> WORK TO COMPLETE
Show every line of the data where the word "none" can be found.

> Data items
%%

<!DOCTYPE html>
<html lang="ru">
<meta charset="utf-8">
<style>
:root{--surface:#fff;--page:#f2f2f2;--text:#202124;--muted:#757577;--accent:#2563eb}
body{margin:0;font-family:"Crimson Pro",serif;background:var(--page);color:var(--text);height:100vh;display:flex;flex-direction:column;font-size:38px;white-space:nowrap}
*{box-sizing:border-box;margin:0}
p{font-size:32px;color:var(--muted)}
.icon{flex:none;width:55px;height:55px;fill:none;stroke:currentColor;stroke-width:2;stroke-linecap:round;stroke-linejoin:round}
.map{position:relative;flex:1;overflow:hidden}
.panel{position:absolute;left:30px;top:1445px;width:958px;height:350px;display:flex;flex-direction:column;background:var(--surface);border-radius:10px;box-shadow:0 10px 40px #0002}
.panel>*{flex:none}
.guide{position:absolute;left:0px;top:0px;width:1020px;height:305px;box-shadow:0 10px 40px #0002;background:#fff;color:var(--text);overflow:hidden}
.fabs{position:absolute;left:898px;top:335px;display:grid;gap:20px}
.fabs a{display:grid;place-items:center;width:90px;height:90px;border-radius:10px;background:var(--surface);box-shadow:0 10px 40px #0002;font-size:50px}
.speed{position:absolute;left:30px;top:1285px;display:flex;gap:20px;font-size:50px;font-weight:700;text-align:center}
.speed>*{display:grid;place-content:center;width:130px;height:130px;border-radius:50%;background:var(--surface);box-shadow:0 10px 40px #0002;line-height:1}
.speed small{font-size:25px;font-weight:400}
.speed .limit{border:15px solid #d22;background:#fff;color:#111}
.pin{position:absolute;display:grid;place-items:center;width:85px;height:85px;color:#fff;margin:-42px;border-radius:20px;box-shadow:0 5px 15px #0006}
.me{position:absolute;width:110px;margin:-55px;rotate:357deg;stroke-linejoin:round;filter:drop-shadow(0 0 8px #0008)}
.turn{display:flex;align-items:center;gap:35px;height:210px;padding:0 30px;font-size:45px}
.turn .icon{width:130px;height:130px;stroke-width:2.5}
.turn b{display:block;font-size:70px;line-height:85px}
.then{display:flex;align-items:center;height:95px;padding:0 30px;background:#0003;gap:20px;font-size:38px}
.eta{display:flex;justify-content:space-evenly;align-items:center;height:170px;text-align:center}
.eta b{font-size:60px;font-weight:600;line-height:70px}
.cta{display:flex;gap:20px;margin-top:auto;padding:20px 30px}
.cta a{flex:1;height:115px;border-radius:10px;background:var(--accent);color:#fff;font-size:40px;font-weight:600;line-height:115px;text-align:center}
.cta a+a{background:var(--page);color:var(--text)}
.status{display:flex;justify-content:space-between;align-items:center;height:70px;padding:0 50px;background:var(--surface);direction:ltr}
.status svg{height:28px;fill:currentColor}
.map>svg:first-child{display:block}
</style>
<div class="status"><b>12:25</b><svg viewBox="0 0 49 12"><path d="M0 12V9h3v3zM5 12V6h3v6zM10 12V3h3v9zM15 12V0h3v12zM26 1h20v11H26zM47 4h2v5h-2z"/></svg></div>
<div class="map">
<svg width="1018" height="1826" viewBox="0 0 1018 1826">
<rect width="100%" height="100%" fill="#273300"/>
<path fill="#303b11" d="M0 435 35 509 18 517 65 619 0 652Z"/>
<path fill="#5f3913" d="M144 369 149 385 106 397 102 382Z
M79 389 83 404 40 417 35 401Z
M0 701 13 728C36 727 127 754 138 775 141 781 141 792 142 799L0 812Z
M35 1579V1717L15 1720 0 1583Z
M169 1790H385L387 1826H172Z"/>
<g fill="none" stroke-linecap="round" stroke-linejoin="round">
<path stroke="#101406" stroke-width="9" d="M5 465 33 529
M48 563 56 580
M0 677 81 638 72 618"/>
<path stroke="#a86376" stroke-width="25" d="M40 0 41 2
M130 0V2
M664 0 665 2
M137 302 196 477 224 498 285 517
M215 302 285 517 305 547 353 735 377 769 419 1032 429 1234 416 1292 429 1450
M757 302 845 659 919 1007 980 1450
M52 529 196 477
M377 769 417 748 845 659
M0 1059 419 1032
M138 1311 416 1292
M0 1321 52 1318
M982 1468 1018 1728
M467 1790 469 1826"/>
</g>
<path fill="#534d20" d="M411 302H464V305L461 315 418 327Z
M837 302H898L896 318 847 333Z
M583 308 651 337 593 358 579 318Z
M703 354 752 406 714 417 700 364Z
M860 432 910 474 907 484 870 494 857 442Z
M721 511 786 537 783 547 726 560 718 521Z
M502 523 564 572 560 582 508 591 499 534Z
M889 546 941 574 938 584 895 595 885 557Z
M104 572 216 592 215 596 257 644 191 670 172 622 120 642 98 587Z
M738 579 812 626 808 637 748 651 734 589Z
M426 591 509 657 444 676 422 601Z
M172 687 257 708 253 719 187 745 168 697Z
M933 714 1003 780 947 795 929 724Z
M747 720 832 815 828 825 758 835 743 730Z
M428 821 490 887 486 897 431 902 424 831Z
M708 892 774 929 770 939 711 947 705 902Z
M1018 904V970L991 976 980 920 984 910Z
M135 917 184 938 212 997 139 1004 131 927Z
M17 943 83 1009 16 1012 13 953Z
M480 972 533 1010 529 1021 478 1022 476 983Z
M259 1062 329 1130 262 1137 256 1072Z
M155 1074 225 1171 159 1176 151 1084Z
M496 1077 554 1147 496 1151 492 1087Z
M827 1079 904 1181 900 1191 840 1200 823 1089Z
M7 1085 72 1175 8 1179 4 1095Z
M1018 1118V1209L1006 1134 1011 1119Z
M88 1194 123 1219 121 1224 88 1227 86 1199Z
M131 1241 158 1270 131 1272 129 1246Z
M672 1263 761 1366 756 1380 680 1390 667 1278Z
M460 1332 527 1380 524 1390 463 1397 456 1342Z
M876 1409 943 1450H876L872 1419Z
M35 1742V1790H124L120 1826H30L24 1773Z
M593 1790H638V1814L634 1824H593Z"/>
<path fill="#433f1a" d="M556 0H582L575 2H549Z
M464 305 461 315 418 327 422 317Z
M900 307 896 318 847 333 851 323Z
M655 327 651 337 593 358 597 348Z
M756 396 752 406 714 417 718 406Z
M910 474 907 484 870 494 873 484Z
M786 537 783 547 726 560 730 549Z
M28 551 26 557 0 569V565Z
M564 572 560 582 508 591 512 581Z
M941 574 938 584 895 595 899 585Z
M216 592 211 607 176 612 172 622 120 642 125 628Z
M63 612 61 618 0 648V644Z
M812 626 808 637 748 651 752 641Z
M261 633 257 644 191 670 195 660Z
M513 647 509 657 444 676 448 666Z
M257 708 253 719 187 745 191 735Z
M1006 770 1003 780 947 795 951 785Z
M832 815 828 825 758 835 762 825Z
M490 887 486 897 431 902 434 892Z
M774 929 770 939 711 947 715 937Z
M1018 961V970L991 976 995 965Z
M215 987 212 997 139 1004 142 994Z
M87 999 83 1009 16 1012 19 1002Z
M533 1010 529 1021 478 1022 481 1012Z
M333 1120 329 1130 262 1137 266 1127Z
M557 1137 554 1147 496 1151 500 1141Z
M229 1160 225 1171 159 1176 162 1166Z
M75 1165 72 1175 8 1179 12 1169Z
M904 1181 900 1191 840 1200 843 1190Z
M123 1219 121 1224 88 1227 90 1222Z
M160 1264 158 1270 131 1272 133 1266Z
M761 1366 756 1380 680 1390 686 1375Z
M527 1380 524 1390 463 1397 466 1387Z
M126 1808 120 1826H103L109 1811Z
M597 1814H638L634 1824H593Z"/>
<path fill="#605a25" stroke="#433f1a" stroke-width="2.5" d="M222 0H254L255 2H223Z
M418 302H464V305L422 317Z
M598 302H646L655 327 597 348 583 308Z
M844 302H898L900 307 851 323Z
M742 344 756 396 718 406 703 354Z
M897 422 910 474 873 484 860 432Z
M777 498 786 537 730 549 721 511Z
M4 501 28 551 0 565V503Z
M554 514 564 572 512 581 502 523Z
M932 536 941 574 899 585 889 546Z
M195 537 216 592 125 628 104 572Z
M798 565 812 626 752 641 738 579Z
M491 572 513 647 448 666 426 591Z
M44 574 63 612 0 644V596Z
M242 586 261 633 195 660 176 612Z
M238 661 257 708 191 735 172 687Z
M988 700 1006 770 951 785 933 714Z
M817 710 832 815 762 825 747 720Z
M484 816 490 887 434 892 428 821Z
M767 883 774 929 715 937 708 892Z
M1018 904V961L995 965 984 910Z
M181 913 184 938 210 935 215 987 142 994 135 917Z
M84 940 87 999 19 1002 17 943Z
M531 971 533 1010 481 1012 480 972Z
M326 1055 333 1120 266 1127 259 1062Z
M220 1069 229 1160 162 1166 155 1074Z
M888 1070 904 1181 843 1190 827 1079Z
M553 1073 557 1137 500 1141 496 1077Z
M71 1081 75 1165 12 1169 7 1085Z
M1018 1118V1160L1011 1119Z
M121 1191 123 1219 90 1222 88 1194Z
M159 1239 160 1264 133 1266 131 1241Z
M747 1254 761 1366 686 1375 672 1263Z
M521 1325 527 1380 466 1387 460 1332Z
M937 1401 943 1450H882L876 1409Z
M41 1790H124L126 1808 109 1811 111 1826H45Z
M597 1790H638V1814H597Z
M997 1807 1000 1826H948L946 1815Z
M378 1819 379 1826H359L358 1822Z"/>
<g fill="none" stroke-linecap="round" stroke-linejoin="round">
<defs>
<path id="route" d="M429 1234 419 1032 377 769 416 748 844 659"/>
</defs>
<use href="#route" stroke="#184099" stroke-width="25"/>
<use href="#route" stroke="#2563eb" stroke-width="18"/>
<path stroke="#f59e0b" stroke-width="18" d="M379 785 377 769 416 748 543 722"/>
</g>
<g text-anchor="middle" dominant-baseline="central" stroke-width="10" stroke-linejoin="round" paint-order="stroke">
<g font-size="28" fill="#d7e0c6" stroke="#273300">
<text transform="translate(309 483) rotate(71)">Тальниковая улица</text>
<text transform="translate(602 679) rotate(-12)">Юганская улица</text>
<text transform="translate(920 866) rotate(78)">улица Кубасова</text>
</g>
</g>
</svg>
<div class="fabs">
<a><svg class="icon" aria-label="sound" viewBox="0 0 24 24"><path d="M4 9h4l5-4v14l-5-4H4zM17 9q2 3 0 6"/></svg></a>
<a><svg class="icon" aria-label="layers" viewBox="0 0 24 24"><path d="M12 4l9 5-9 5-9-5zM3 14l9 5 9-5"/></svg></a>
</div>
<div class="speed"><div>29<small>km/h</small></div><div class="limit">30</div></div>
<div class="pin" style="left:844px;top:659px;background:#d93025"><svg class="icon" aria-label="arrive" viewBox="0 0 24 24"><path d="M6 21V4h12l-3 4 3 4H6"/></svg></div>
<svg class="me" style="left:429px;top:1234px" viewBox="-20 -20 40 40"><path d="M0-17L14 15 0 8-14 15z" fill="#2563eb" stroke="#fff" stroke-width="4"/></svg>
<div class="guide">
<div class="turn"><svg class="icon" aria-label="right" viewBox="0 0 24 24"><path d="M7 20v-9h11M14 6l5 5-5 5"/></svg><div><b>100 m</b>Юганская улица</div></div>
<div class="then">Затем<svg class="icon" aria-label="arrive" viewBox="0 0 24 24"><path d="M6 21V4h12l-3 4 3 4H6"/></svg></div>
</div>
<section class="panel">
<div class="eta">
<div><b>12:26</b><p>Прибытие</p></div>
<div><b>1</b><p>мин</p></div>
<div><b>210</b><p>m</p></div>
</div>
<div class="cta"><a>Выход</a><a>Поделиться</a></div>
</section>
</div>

%%

> YOUR SOLUTION
.icon{flex:none;width:55px;height:55px;fill:none;stroke:currentColor;stroke-width:2;stroke-linecap:round;stroke-linejoin:round}
.panel>*{flex:none}
<g fill="none" stroke-linecap="round" stroke-linejoin="round">
<g fill="none" stroke-linecap="round" stroke-linejoin="round">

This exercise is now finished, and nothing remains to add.